:: Task ::
Please repeat, without alteration, the line containing "<button>+</button>" and every line that follows it to the end of the entries below, and only those lines.

:: Record set ::
== Segment start ==

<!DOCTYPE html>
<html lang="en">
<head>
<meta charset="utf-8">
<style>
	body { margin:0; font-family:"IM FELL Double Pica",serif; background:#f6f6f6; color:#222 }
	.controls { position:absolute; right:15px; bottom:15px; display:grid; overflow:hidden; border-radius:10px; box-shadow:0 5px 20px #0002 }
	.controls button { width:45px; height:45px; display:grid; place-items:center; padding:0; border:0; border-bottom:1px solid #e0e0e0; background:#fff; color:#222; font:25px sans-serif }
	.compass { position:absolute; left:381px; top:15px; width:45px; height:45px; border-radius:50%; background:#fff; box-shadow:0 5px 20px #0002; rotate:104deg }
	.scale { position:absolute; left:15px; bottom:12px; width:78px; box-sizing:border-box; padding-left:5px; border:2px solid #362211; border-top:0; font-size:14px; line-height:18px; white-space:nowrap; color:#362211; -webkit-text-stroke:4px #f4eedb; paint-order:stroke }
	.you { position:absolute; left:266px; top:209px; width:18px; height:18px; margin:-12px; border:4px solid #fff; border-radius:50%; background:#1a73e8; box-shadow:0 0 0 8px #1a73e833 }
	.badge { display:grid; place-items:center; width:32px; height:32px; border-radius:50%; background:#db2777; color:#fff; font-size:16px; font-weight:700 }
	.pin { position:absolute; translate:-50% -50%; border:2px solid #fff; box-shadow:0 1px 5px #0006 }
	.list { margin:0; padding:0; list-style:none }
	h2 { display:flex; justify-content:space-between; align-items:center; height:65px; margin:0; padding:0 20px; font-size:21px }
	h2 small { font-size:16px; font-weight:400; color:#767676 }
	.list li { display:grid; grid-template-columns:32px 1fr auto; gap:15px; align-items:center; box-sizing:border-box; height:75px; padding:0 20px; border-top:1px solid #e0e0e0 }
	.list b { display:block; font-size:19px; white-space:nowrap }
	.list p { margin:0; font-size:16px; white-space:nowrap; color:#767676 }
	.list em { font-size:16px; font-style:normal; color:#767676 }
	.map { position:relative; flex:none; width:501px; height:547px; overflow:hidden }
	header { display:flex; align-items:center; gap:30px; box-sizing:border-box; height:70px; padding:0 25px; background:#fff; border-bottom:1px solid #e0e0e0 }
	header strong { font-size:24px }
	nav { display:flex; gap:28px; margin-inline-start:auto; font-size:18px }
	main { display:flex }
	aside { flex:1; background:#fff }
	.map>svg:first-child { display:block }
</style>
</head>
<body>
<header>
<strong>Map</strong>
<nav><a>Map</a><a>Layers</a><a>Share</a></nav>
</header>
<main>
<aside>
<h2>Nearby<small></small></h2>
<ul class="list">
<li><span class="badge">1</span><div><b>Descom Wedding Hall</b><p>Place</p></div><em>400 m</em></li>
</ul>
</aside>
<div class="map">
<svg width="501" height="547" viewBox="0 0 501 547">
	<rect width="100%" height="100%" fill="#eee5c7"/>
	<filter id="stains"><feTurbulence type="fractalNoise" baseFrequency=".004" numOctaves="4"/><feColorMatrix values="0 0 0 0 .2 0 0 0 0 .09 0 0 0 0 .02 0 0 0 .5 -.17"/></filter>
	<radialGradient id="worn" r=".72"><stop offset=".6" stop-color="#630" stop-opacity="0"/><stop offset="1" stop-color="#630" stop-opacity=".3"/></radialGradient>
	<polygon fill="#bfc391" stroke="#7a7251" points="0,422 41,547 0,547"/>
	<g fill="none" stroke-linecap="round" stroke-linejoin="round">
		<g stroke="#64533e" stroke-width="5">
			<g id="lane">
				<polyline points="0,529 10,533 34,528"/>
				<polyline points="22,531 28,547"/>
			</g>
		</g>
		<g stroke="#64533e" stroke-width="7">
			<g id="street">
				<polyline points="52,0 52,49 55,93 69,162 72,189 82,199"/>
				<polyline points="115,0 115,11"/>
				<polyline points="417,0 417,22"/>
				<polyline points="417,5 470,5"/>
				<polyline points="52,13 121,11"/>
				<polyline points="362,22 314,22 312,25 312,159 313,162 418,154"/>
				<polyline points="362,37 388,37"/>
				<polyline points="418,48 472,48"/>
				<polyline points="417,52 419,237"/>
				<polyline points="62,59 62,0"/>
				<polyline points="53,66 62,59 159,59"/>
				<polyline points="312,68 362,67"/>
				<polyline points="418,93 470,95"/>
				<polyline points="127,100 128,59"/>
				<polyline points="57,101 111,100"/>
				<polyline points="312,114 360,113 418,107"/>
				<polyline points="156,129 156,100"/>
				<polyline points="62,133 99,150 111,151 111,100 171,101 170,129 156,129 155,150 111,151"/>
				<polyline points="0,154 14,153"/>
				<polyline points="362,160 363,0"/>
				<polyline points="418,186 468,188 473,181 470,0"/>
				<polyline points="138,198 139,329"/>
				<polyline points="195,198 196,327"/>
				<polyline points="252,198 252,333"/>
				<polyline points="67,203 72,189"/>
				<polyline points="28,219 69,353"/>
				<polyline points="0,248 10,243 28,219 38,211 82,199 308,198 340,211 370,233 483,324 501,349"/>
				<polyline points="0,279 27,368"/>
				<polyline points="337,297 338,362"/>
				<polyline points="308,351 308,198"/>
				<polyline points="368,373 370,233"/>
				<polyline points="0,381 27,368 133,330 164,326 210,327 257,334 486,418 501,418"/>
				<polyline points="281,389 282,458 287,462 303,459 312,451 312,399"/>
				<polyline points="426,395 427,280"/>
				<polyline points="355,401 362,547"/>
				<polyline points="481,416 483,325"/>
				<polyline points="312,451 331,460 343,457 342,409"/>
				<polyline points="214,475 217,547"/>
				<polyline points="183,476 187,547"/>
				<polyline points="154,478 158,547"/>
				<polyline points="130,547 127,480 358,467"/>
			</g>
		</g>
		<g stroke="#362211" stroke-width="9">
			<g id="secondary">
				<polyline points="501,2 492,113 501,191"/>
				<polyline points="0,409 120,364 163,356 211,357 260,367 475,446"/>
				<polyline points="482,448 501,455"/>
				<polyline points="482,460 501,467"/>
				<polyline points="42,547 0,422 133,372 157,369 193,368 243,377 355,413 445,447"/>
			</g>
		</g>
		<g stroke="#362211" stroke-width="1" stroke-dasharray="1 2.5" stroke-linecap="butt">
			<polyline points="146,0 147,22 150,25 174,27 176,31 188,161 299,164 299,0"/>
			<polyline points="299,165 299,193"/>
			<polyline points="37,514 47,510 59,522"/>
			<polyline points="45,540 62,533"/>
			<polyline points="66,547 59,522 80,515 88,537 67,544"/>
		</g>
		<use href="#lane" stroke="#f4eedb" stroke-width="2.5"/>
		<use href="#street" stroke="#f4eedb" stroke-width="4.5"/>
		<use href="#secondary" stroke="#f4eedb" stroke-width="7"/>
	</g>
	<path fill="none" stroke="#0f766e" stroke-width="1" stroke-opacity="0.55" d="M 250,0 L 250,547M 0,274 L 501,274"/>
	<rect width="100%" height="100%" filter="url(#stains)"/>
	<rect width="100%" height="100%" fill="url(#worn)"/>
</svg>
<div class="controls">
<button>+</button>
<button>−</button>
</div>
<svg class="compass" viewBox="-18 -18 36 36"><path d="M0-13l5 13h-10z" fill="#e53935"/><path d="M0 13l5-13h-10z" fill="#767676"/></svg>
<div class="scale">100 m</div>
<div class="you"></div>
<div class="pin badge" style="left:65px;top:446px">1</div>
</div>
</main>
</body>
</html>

== Segment end ==

:: Solved exercise ::
<button>+</button>
<button>−</button>
</div>
<svg class="compass" viewBox="-18 -18 36 36"><path d="M0-13l5 13h-10z" fill="#e53935"/><path d="M0 13l5-13h-10z" fill="#767676"/></svg>
<div class="scale">100 m</div>
<div class="you"></div>
<div class="pin badge" style="left:65px;top:446px">1</div>
</div>
</main>
</body>
</html>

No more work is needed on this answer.